Frameworks
Express
Per-request identity using AsyncLocalStorage + userTokenGetter.
The SDK does not ship an Express plugin. The recommended pattern is to combine the SDK’s userTokenGetter with Node’s built-in AsyncLocalStorage so every request runs inside a scope that resolves the calling user’s JWT.

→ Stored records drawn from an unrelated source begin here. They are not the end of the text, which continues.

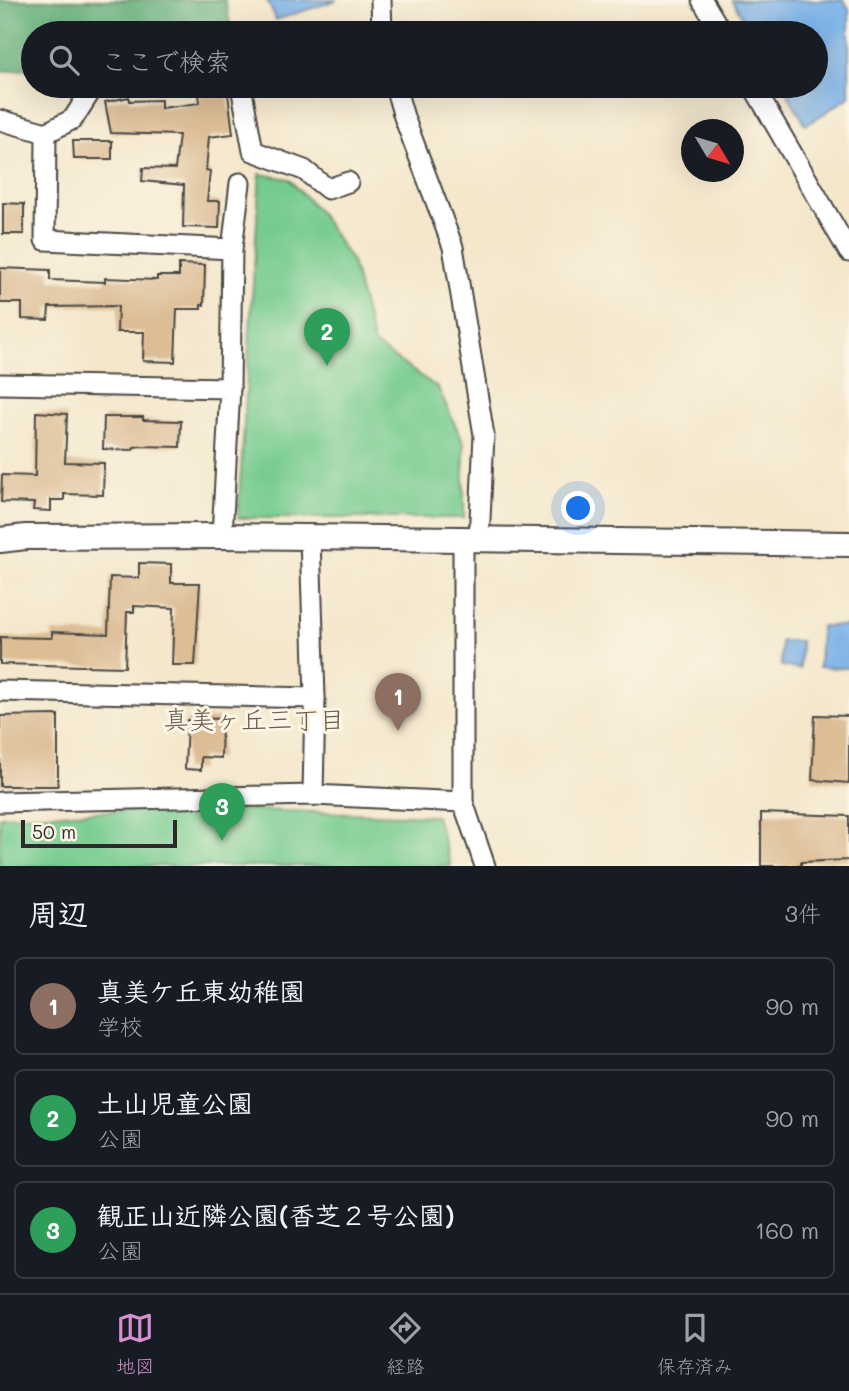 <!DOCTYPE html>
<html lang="ja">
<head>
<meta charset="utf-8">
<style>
	:root { --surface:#171b24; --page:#20242c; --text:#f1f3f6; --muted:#9ea1a6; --line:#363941; --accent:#d690ce }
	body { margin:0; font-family:Mali,"Klee One",sans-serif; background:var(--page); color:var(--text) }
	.compass { position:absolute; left:681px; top:119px; width:63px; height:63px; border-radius:50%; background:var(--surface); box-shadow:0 7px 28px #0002; rotate:128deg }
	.scale { position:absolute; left:21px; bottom:18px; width:156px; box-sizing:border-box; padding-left:7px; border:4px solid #2b2b2b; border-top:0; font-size:19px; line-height:24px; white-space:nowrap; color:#2b2b2b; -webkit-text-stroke:5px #fcf5e5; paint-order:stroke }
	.you { position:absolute; left:579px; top:509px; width:24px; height:24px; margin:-18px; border:5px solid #fff; border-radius:50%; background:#1a73e8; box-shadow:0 0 0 10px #1a73e833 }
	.badge { display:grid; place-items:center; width:46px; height:46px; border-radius:50%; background:var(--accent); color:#fff; font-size:23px; font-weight:700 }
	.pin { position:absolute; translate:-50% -58px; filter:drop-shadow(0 2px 4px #0008) }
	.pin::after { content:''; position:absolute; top:37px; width:24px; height:21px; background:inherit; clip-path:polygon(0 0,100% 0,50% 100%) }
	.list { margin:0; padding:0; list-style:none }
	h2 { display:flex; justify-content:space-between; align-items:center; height:91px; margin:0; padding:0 28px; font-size:30px }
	h2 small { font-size:23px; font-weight:400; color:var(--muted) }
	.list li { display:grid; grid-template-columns:46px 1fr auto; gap:21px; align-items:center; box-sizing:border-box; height:98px; margin:0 14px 14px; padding:0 14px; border:2px solid var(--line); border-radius:10px }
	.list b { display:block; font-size:26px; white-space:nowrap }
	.list p { margin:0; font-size:23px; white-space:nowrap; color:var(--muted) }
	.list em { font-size:23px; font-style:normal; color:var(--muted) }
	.icon { flex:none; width:38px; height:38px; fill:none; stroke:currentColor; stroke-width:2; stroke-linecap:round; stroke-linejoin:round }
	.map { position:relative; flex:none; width:849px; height:866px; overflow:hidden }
	.search { position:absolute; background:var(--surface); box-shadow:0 7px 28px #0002; left:21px; right:21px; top:21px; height:77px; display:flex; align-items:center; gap:18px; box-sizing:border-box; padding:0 24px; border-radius:38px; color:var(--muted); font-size:26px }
	.sheet { height:427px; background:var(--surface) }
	nav { display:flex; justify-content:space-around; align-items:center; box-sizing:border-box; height:98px; border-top:2px solid var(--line); background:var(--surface); font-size:19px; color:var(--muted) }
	nav a { display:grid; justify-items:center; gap:4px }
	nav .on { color:var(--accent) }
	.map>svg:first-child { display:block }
	.green { fill:#75cb8f; stroke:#507b5d; stroke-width:2 }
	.forest { fill:#60af7a; stroke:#466d52; stroke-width:2 }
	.water { fill:#79b0e8; stroke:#526e8a; stroke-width:2 }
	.building { fill:#dcbd95 }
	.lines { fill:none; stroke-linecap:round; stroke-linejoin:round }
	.minor-casing { stroke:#494743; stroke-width:23 }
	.tertiary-casing { stroke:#494743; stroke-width:28 }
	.minor { stroke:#fff; stroke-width:19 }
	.tertiary { stroke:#fff; stroke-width:24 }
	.labels { text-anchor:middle; stroke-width:6; stroke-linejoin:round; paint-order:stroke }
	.neighbourhood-label { font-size:26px; fill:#695e50; stroke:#fcf5e5 }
</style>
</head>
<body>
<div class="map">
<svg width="849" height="866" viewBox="0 0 849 866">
	<rect width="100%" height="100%" fill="#fcf5e5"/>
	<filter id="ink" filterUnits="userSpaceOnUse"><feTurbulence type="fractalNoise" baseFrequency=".0143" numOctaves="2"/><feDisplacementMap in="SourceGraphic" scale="14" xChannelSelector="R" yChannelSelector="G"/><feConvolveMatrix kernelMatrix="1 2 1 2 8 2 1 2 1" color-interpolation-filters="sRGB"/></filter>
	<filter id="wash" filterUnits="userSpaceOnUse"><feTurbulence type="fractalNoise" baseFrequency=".00686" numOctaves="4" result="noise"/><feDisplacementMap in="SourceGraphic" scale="28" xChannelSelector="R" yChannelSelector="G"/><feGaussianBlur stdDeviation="1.57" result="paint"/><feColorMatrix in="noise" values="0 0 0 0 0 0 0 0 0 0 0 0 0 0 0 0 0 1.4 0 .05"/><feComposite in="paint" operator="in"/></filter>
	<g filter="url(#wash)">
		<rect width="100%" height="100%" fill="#f4e7cc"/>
		<g class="green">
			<path d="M260 174 289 179 319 212 352 262 374 344 438 388 464 444V518H238Z"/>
			<path d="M186 808 436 816 451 866H0V816Z"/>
		</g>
		<path class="forest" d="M0 0H225L232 32 33 33V68L0 72Z"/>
		<g class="water">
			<path d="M267 0H337L276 20Z"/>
			<path d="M732 0H844L849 9V97L806 125 783 86H816V33H752Z"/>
			<path d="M821 626H849V668L819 667Z"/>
			<path d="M781 641H801L800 669 781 666Z"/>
		</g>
		<g id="blocks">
			<g class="building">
				<path d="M198 86H227L233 134 209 137 206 170 210 171 207 201H220L219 228 183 227 184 185 142 181 143 168 175 169 179 135 111 133 105 102 129 97V101L161 100V108L200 103Z"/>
				<path d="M73 141H112V159H74Z"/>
				<path d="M3 203 24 204V234H3Z"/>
				<path d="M179 264 205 265 204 305H201V309H177L175 362 143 361 144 332H117L118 306 49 307 48 320 22 319V303H0V268L50 270V280L105 282V278L157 280V276H179Z"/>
				<path d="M36 412 67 414 65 462 104 463 103 495 64 494V500H51V511L33 510 34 503 1 502 2 475 35 476Z"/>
				<path d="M104 417H143V420L181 421 180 447 142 446 134 447 133 450 103 449Z"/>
				<path d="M139 563 171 564V583H200L195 665H172L174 608 134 606V612H127L125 667 0 664V637L52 638V632L108 634 110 577 139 578Z"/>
				<path d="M58 715V786H0V716Z"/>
				<path d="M815 715 849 716V783L812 780Z"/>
				<path d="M193 718 222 719 221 758 201 757V770L185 769 187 720H193Z"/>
				<path d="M761 813 849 816V860L801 862V866H761Z"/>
			</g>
		</g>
	</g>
	<g filter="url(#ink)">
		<use href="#blocks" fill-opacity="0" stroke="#494743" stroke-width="2"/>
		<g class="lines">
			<g class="minor-casing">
				<g id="minor">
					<path d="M381 0 382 33"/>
					<path d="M702 0 722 33"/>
					<path d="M94 86 73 119 46 133 45 240 232 249"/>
					<path d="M241 86 253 151 304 170 328 189 348 182"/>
					<path d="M395 86 404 117 453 247 484 435 479 540"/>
					<path d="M753 86 849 252"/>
					<path d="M0 120 46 133"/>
					<path d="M0 384 230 388 222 536"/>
					<path d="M230 388 232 249 240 183"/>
					<path d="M310 537 315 698 313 795"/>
					<path d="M463 540V802L485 866"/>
					<path d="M0 691 315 698"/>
					<path d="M0 802 313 795 463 802"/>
				</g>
			</g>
			<g class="tertiary-casing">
				<path id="tertiary" d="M0 540 26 537 222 536 849 544"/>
			</g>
			<use href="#minor" class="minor"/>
			<use href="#tertiary" class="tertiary"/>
		</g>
	</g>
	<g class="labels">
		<g class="neighbourhood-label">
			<text x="254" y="729">真美ヶ丘三丁目</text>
		</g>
	</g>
</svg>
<svg class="compass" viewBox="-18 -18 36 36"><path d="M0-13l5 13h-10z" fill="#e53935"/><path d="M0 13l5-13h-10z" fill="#9ea1a6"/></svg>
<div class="scale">50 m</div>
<div class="you"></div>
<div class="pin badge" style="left:398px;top:731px;background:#8d6e63">1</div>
<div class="pin badge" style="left:327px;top:366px;background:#2e9e5b">2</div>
<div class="pin badge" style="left:222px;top:841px;background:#2e9e5b">3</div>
<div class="search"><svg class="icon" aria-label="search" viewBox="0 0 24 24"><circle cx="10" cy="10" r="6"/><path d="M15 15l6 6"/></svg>ここで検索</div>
</div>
<section class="sheet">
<h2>周辺<small>3件</small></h2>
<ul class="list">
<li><span class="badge" style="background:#8d6e63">1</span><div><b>真美ケ丘東幼稚園</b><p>学校</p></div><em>90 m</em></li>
<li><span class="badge" style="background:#2e9e5b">2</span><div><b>土山児童公園</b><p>公園</p></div><em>90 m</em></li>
<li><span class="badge" style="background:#2e9e5b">3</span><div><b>観正山近隣公園(香芝２号公園)</b><p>公園</p></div><em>160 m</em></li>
</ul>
</section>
<nav>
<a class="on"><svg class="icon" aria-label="map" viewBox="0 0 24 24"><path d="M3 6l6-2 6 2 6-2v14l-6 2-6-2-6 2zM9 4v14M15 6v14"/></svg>地図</a>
<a><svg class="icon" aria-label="directions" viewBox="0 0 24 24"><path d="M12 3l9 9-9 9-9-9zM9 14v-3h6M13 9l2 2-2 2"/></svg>経路</a>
<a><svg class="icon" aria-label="saved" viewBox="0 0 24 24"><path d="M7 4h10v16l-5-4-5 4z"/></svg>保存済み</a>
</nav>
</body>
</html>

import express, { Request, Response, NextFunction } from "express";import { AsyncLocalStorage } from "node:async_hooks";import { App, HttpMethod } from "@alter-ai/alter-sdk";
const jwtStore = new AsyncLocalStorage<string>();
const alter = new App({ apiKey: process.env.ALTER_API_KEY!, userTokenGetter: () => { const jwt = jwtStore.getStore(); if (!jwt) throw new Error("No JWT in current async context"); return jwt; },});
const app = express();
// Bearer extraction. Replace with the application's existing auth middleware.function authenticate(req: Request, res: Response, next: NextFunction) { const authHeader = req.header("authorization") ?? ""; const match = authHeader.match(/^Bearer\s+(.+)$/i); if (!match) { res.status(401).json({ error: "missing_bearer" }); return; } jwtStore.run(match[1]!, () => next());}
app.get("/events", authenticate, async (req, res, next) => { try { const response = await alter.request( HttpMethod.GET, "https://www.googleapis.com/calendar/v3/calendars/primary/events", { provider: "google" }, ); res.status(response.status).json(await response.json()); } catch (error) { next(error); }});
const server = app.listen(3000);
// Drain Alter resources on shutdown.process.on("SIGTERM", async () => { server.close(); await alter.close();});Why AsyncLocalStorage
Section titled “Why AsyncLocalStorage”userTokenGetter is called from inside the SDK whenever it needs the calling user’s identity. The implementation has to resolve the JWT for the current HTTP request, not a global. AsyncLocalStorage propagates the JWT through every await boundary the request handler crosses, including third-party libraries the handler calls into, without threading the JWT through every function signature.
The constructor pattern below — single shared App instance, AsyncLocalStorage-backed getter — is correct for the typical multi-tenant Express deployment.
Error handling
Section titled “Error handling”request() throws typed exceptions. Map them to HTTP responses in an error middleware:
import { AlterSDKError, NoDelegatedGrantError, ScopeReauthRequiredError, PolicyViolationError,} from "@alter-ai/alter-sdk";
app.use((err: unknown, req: Request, res: Response, next: NextFunction) => { if (err instanceof NoDelegatedGrantError || err instanceof ScopeReauthRequiredError) { res.status(409).json({ error: "reauthorization_required", providerId: (err as ScopeReauthRequiredError).providerId, }); return; } if (err instanceof PolicyViolationError) { res.status(403).json({ error: "forbidden" }); return; } if (err instanceof AlterSDKError) { res.status(502).json({ error: "credential_unavailable" }); return; } next(err);});Per-call overrides
Section titled “Per-call overrides”request() accepts a per-call userToken that overrides whatever userTokenGetter returns. userToken must be a JWT issued by the application’s configured IDP — passing a user ID is not valid. Use this when the request handler already has another user’s JWT in hand:
app.get("/admin/users/:id/calendar", authenticate, async (req, res, next) => { try { // To act on another user's behalf, the admin endpoint must obtain a JWT // for that user (for example via an IDP exchange / impersonation token // your IDP supports). `userToken` takes the JWT, not a user ID. const targetUserJwt = await issueImpersonationToken(req.params.id); const response = await alter.request( HttpMethod.GET, "https://www.googleapis.com/calendar/v3/calendars/primary/events", { provider: "google", userToken: targetUserJwt, reason: `Admin impersonation by ${req.adminId}`, }, ); res.json(await response.json()); } catch (error) { next(error); }});Single agent per request
Section titled “Single agent per request”For per-request Agent clients (rare — typically the agent client is process-singleton too), construct inside the AsyncLocalStorage scope so the constructor closure captures the JWT-bound getter:
app.post("/agent/run", authenticate, async (req, res, next) => { const agent = new Agent({ apiKey: process.env.AGENT_API_KEY!, userTokenGetter: () => jwtStore.getStore()!, }); try { await agent.trace({ runId: req.body.runId }, async () => { // … }); } finally { await agent.close(); }});The try/finally ensures agent.close() runs when the handler returns, regardless of success or thrown error.